▶ About this task
Copy all lines containing the string "keys" from the records below.

Content starts

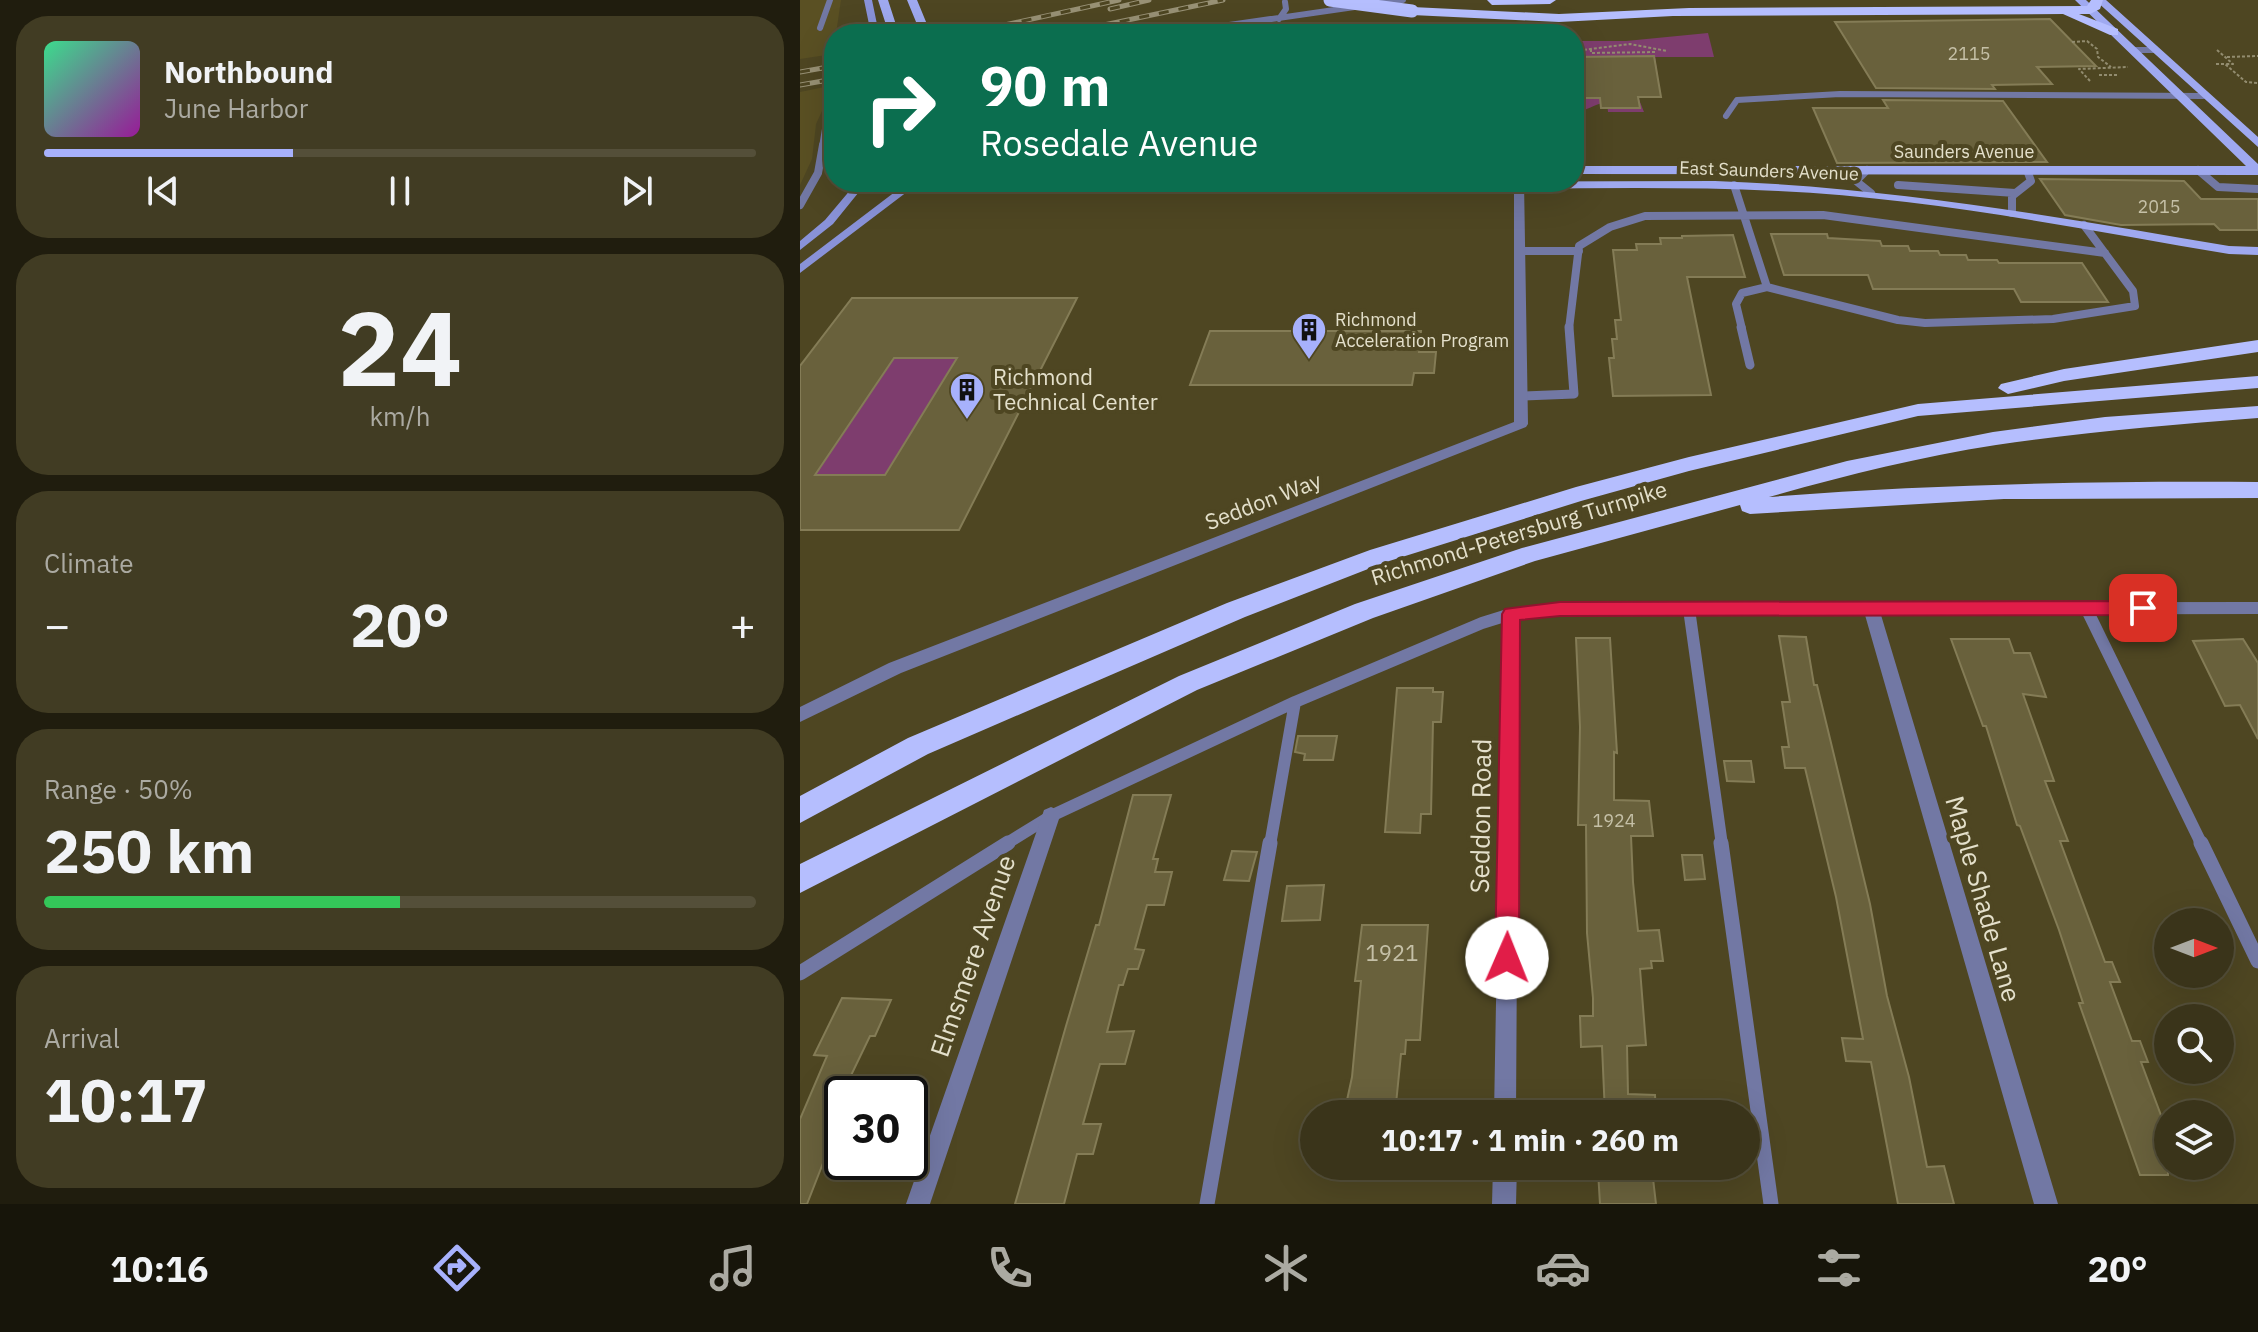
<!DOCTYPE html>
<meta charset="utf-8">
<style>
:root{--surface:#3a341a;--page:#413c23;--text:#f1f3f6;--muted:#abaaa2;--line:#544f39;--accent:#a7b1fc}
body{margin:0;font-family:"IBM Plex Sans",sans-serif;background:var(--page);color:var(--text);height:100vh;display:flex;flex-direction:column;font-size:30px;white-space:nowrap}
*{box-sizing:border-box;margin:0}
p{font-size:26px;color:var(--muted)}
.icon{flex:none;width:44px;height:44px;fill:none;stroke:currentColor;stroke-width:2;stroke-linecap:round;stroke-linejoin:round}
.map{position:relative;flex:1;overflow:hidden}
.details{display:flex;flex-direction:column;gap:16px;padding:16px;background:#201d0e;width:800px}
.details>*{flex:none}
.top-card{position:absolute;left:24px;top:24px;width:760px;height:168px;border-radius:32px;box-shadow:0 8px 32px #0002,0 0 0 2px var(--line);background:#0b6e4f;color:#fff;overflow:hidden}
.needle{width:52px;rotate:90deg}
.tools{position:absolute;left:1354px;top:908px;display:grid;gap:16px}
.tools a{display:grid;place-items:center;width:80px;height:80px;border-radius:50%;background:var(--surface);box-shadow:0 8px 32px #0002,0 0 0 2px var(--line);font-size:40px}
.speed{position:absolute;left:24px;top:1076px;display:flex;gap:16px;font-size:40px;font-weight:700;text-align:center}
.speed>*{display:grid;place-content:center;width:104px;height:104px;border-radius:50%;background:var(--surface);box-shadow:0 8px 32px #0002,0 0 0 2px var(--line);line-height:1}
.speed .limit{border:4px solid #111;border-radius:12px;background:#fff;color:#111}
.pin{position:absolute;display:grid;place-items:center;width:68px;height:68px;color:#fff;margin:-34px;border-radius:16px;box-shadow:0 4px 12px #0006}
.me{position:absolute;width:88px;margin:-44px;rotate:1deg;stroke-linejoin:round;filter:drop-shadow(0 0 6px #0008)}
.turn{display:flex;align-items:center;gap:28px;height:168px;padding:0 24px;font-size:36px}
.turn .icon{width:104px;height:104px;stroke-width:2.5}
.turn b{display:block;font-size:56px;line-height:68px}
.big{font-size:60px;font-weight:700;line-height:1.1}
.details .widget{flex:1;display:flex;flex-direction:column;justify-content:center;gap:12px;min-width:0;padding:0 28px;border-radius:32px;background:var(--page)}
.details .dial{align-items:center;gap:0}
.dial b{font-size:104px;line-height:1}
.song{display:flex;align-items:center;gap:24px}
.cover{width:96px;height:96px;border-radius:12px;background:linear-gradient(135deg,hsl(150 70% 55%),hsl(300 70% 35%))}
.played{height:8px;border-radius:4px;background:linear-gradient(90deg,var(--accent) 35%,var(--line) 35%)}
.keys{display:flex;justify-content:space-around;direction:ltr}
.heat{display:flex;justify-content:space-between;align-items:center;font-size:44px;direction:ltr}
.charge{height:12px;border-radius:6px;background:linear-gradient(90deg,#34c759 50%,var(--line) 0)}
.trip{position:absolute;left:500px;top:1100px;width:460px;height:80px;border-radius:40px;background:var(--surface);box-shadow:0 8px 32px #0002,0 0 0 2px var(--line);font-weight:700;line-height:80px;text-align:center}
.menu{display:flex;height:128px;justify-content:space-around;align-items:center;background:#17150a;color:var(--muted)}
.menu .icon{width:56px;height:56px}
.menu .on{color:var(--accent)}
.menu b{font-size:36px;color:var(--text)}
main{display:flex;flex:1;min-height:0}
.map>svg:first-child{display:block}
</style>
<main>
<section class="details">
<div class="widget">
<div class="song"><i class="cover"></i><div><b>Northbound</b><p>June Harbor</p></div></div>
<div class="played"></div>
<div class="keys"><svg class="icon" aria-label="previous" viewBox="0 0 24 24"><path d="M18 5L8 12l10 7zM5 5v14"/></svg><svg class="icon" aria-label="pause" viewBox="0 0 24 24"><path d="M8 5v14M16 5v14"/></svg><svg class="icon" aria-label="next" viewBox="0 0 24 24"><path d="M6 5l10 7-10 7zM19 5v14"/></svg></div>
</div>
<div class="widget dial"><b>24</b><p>km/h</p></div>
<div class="widget"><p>Climate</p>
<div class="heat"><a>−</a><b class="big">20°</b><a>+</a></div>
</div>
<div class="widget"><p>Range · 50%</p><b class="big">250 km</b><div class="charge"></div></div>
<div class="widget"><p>Arrival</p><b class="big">10:17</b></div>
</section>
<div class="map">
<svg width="1458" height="1204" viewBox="0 0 1458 1204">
<rect width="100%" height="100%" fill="#4e4622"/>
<!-- built -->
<path fill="#5a5023" d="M 0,0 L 41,0 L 33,54 L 0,59 Z
M 34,85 L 16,124 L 12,159 L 0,185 L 0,92 Z"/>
<!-- green -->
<path fill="#7e3d6e" d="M 908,33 L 914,57 L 855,57 L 861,97 L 838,97 L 844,112 L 808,112 L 807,102 C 794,104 787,111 774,112 L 774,41 L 826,41 Z
M 94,358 L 157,358 L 85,475 L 15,475 Z"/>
<!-- building -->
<path fill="#69613c" stroke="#847c56" stroke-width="2" fill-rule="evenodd" d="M 1250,19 L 1296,66 L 1237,67 L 1252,84 L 1192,85 L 1195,89 L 1076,88 L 1035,22 Z
M 854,56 L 861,97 L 838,97 L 840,108 L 801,108 L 800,98 L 774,98 L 774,57 Z
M 1083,100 L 1203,101 L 1247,162 L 1037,163 L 1013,108 L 1088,108 Z
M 1240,179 L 1384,181 L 1401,199 L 1458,199 L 1458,230 L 1420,230 L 1414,224 L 1321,225 L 1265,215 Z
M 971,234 L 1027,234 L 1028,238 L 1080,241 L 1082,246 L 1108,246 L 1110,251 L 1138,251 L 1140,255 L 1166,255 L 1168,260 L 1197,260 L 1199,263 L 1282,263 L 1308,302 L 1221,302 L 1214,289 L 1073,289 L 1068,275 L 984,275 Z
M 933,235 L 945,277 L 887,277 L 911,395 L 813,396 L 809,358 L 814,358 L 812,339 L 817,339 L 815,320 L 821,320 L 813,250 L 837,250 L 836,244 L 861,244 L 860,238 L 882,238 L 882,236 Z
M 52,298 L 277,298 L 159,530 L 0,530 L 0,366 ZM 94,358 L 157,358 L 85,475 L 15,475 Z
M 410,331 L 621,331 L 619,352 L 636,352 L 634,373 L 614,373 L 612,385 L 390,385 Z
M 979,636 L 1006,637 L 1014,685 L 1017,685 L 1070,904 L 1087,996 L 1109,1077 L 1127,1167 L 1144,1166 L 1154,1204 L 1098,1204 L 1071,1062 L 1046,1061 L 1042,1038 L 1063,1039 L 1036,897 L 1005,768 L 985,768 L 982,747 L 989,747 L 982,702 L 990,702 Z
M 776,638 L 810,638 L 817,753 L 814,752 L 814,800 L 849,801 L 853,836 L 831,836 L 833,882 L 838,931 L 859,930 L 863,961 L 851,961 L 852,968 L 840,969 L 846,1045 L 827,1046 L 828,1094 L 855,1095 L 856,1114 L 805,1114 L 802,1046 L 781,1047 L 780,1016 L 793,1016 L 793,998 L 787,933 L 786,825 L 778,825 L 780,727 Z
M 1151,639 L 1209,639 L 1214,653 L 1230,653 L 1246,697 L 1223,694 L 1254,781 L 1245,781 L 1268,841 L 1260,841 L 1305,962 L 1312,962 L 1320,982 L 1310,982 L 1332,1041 L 1340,1041 L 1348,1062 L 1341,1062 L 1368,1134 L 1368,1175 L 1340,1175 L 1279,1003 L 1283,1003 L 1259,930 L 1220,826 L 1217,825 L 1186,726 L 1183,726 Z
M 1443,639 L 1458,663 L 1458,739 L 1440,705 L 1425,706 L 1393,641 Z
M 597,688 L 633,688 L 633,692 L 643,692 L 641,722 L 633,722 L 631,814 L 621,814 L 620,833 L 585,832 Z
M 498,736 L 537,736 L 533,760 L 504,760 L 505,754 L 495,752 Z
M 924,761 L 951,761 L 954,782 L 927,781 Z
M 333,795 L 371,795 L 353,859 L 358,859 L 355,872 L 372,872 L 364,905 L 347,905 L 335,949 L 344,950 L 338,969 L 328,969 L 323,985 L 319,985 L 307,1032 L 334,1031 L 325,1064 L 300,1064 L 283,1124 L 301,1124 L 293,1154 L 277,1154 L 264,1204 L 215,1204 L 266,1026 L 296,925 L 299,925 Z
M 432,851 L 457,852 L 449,881 L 424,880 Z
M 882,855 L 902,855 L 905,879 L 885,880 Z
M 524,885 L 520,920 L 482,921 L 487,886 Z
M 562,925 L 628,925 L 620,1040 L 606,1040 L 605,1054 L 601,1054 L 595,1114 L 544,1114 L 552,1077 L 561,981 L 555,981 Z
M 42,998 L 91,1000 L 75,1036 L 70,1036 L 42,1094 L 42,1126 L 32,1153 L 27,1153 L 7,1204 L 0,1204 L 0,1119 L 27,1056 L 14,1055 Z
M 852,1170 L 856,1204 L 800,1204 L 798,1171 Z"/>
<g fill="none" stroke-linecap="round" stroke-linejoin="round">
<!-- path -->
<path stroke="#928c6f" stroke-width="2" stroke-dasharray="3 2" stroke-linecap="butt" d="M 1272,42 L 1287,41 L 1297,49 L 1298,57 L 1311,67
M 791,49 L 791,53 L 857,52
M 1417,50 L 1433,64 L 1425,64 L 1446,82 L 1458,83
M 774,51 L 830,44 L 867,51
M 1427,57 L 1458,56
M 1416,64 L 1425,64
M 1299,75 L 1318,75
M 1290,81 L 1279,69 L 1328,67"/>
<!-- lane-far4 -->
<path stroke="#7278a4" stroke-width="6" d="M 479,19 L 486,9 L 485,2
M 20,28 L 30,0
M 367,34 L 603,0
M 1332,50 L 1353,50
M 926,116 L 937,100 L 1040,94 L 1403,96
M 22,147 L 29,105 L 34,98"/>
<!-- lane-far3 -->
<path stroke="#7278a4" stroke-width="8" d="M 1067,170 L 1056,181 L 1071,193
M 1398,170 L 1418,187 L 1458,189
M 934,185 L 967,287 L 1098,320 L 1125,323 L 1253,319 L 1335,306 L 1333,291 L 1284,225
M 1098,185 L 1215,193
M 0,205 L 18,173 L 23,145
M 1212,213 L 1212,196 L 1231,181 L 1227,170
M 718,251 L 779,251
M 769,329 L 779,246 L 810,227 L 845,216 L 1023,215 L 1305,253
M 942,329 L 936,304 L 942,293 L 967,287"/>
<!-- lane-far2 -->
<path stroke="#7278a4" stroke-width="9" d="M 941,327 L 950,365
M 721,396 L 774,394 L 769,327"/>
<!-- lane-far1 -->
<path stroke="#7278a4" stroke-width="12" d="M 1286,608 L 1402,845
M 889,609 L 922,845
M 204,845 L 251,816 L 495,702 L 682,623 L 711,614
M 470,845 L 495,702"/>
<!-- lane -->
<path stroke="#7278a4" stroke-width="15" d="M 921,843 L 971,1204
M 1401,843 L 1458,961
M 0,973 L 208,843
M 407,1204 L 470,843"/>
<!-- street -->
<path fill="#7278a4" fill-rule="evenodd" d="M 714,182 L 724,182 L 728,424 L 726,427 L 101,673 L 0,722 L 0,707 L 89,663 L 714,422 Z
M 1458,602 L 1458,614 L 1081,615 L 1258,1204 L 1234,1204 L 1065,615 L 760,615 L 719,619 L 716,1114 L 694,1114 L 703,614 L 705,610 L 760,603 Z
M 251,807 L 258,810 L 260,816 L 130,1204 L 106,1204 L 242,816 L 244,810 Z
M 693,1166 L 717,1166 L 716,1204 L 692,1204 Z"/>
<!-- secondary -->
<path fill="#8992d8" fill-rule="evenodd" d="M 64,0 L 72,0 L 79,34 L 71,34 Z
M 57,182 L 67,182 L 33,224 L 0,250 L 0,241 L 25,220 Z
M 108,182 L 120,182 L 0,273 L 0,264 Z"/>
<!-- primary -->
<path fill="#9fa9f0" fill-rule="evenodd" d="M 78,0 L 88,0 L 99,34 L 89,34 Z
M 107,0 L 117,0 L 131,34 L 121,34 Z
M 1275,0 L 1286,0 L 1458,164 L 1458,175 L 774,174 L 774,166 L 1446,166 Z
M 1295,0 L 1306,0 L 1458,137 L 1458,147 Z
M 915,181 C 1089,187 1258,217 1429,246 L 1458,247 L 1458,255 L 1429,254 C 1280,229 1130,198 978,191 C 810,183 642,195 474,186 L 468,182 Z"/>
<!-- highway -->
<path fill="#b5befe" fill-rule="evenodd" d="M 687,0 L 756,0 L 750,4 L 692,5 Z
M 1291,0 L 1303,0 L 1300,9 L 1290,14 L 1279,14 L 1318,29 L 1318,35 L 1310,35 L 1263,14 L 873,16 L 759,22 L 612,15 L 606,11 L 612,7 L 759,14 L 889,8 L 1287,6 Z
M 1458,340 L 1458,352 L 1264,381 L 1208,394 L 1198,388 L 1201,384 L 1264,369 Z
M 1458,376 L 1458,388 L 1118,416 L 889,471 L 781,501 L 586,562 L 445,617 L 128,754 L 0,823 L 0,796 L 108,738 L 427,603 L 570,550 L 776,487 L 889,457 L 1118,404 Z
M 1458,406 L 1458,418 C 1370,425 1283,432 1196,445 C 1119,457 1043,476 969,497 C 1132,484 1295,481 1458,482 L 1458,498 L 1204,499 L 950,514 L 942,511 L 940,505 L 735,561 L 573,618 L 397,690 L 0,893 L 0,864 L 379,676 L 555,604 L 722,548 L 1047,461 L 1193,432 L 1305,417 Z"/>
<defs>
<path id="rail" d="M 310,9 L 349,0
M 163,34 L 319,0
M 261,34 L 423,0
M 0,72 L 34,66
M 0,85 L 34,79"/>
</defs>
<!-- rail casing -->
<use href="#rail" stroke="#989175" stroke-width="5"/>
<!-- rail -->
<use href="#rail" stroke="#4e4622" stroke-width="3" stroke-dasharray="10" stroke-linecap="butt"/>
<!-- highway-bridge -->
<path stroke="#b5befe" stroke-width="13" d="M 530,0 L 612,11"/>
</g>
<!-- route -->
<path fill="#e11d48" stroke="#92132f" stroke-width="2" d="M 1343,601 L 1352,608 L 1343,615 L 760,616 L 720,620 L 719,958 L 715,966 L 707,970 L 699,966 L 695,958 L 702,614 L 705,609 L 760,602 Z"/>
<!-- icons -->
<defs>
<symbol id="building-pin" viewBox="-11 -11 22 30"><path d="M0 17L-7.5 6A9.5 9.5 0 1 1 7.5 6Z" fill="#a7b1fc" stroke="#4e4622"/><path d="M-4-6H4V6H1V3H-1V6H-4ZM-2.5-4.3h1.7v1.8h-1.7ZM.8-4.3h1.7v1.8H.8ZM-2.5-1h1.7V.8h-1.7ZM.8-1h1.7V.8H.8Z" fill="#111"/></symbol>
</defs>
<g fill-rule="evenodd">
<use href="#building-pin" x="489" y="310" width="40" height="54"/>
<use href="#building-pin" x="147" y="370" width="40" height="54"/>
</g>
<g text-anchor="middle" stroke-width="8" stroke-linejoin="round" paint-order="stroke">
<!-- number labels -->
<g font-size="18" fill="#c5c0a7">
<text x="1169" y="60">2115</text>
<text x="1359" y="213">2015</text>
<text x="814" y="827">1924</text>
</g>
<!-- far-street labels -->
<g font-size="18" fill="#e4e0cb" stroke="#4e4622">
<text x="1164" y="158">Saunders Avenue</text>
<text transform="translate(969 171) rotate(2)" y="6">East Saunders Avenue</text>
</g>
<!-- far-poi labels -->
<g font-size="18" fill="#e4e0cb" stroke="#4e4622" text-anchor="start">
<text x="535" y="326">Richmond<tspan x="535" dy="21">Acceleration Program</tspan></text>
</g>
<!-- poi labels -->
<g font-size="22" fill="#e4e0cb" stroke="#4e4622" text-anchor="start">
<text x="193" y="385">Richmond<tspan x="193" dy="25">Technical Center</tspan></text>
</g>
<!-- street labels -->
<g font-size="22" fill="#e4e0cb" stroke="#4e4622">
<text transform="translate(463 501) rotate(-21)" y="8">Seddon Way</text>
<text transform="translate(719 533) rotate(-17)" y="8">Richmond-Petersburg Turnpike</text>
</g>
<!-- near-number labels -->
<g font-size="22" fill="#c5c0a7">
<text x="592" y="961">1921</text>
</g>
<!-- near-street labels -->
<g font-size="26" fill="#e4e0cb" stroke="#4e4622">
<text transform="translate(681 816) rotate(-89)" y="9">Seddon Road</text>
<text transform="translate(1183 899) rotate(74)" y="9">Maple Shade Lane</text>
<text transform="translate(173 956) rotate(-71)" y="9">Elmsmere Avenue</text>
</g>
</g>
</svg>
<div class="tools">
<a><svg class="needle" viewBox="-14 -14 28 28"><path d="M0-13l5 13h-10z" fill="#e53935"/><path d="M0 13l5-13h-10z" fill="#abaaa2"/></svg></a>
<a><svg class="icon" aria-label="search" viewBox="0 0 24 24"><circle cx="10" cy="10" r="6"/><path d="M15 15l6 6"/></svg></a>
<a><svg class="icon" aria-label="layers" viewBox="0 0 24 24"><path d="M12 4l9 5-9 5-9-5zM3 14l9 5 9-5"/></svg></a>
</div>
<div class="speed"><div class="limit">30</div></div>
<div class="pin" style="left:1343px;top:608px;background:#d93025"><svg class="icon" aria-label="arrive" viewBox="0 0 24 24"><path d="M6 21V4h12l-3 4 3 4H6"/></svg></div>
<svg class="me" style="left:707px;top:958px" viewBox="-20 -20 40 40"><circle r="19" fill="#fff"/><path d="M0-13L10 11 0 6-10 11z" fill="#e11d48"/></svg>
<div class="trip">10:17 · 1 min · 260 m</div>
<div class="top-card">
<div class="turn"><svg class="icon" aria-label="right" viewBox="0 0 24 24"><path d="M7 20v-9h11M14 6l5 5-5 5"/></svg><div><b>90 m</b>Rosedale Avenue</div></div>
</div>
</div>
</main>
<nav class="menu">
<b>10:16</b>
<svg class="icon on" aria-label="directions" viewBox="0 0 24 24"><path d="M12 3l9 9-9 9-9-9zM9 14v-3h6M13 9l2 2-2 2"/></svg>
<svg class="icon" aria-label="music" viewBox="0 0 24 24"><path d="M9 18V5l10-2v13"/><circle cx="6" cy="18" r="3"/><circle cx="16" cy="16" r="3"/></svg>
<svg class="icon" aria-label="phone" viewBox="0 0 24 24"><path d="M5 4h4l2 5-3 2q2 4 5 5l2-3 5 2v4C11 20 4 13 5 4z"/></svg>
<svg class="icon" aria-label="climate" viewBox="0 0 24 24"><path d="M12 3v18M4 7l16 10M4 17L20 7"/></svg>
<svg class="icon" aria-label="car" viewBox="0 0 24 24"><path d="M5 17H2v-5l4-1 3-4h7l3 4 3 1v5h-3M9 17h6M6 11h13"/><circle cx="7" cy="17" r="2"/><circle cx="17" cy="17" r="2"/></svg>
<svg class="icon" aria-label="filters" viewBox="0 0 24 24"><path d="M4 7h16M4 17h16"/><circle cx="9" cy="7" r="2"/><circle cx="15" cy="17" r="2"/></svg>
<b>20°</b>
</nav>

Content ends

▶ Solution to this exercise
.keys{display:flex;justify-content:space-around;direction:ltr}
<div class="keys"><svg class="icon" aria-label="previous" viewBox="0 0 24 24"><path d="M18 5L8 12l10 7zM5 5v14"/></svg><svg class="icon" aria-label="pause" viewBox="0 0 24 24"><path d="M8 5v14M16 5v14"/></svg><svg class="icon" aria-label="next" viewBox="0 0 24 24"><path d="M6 5l10 7-10 7zM19 5v14"/></svg></div>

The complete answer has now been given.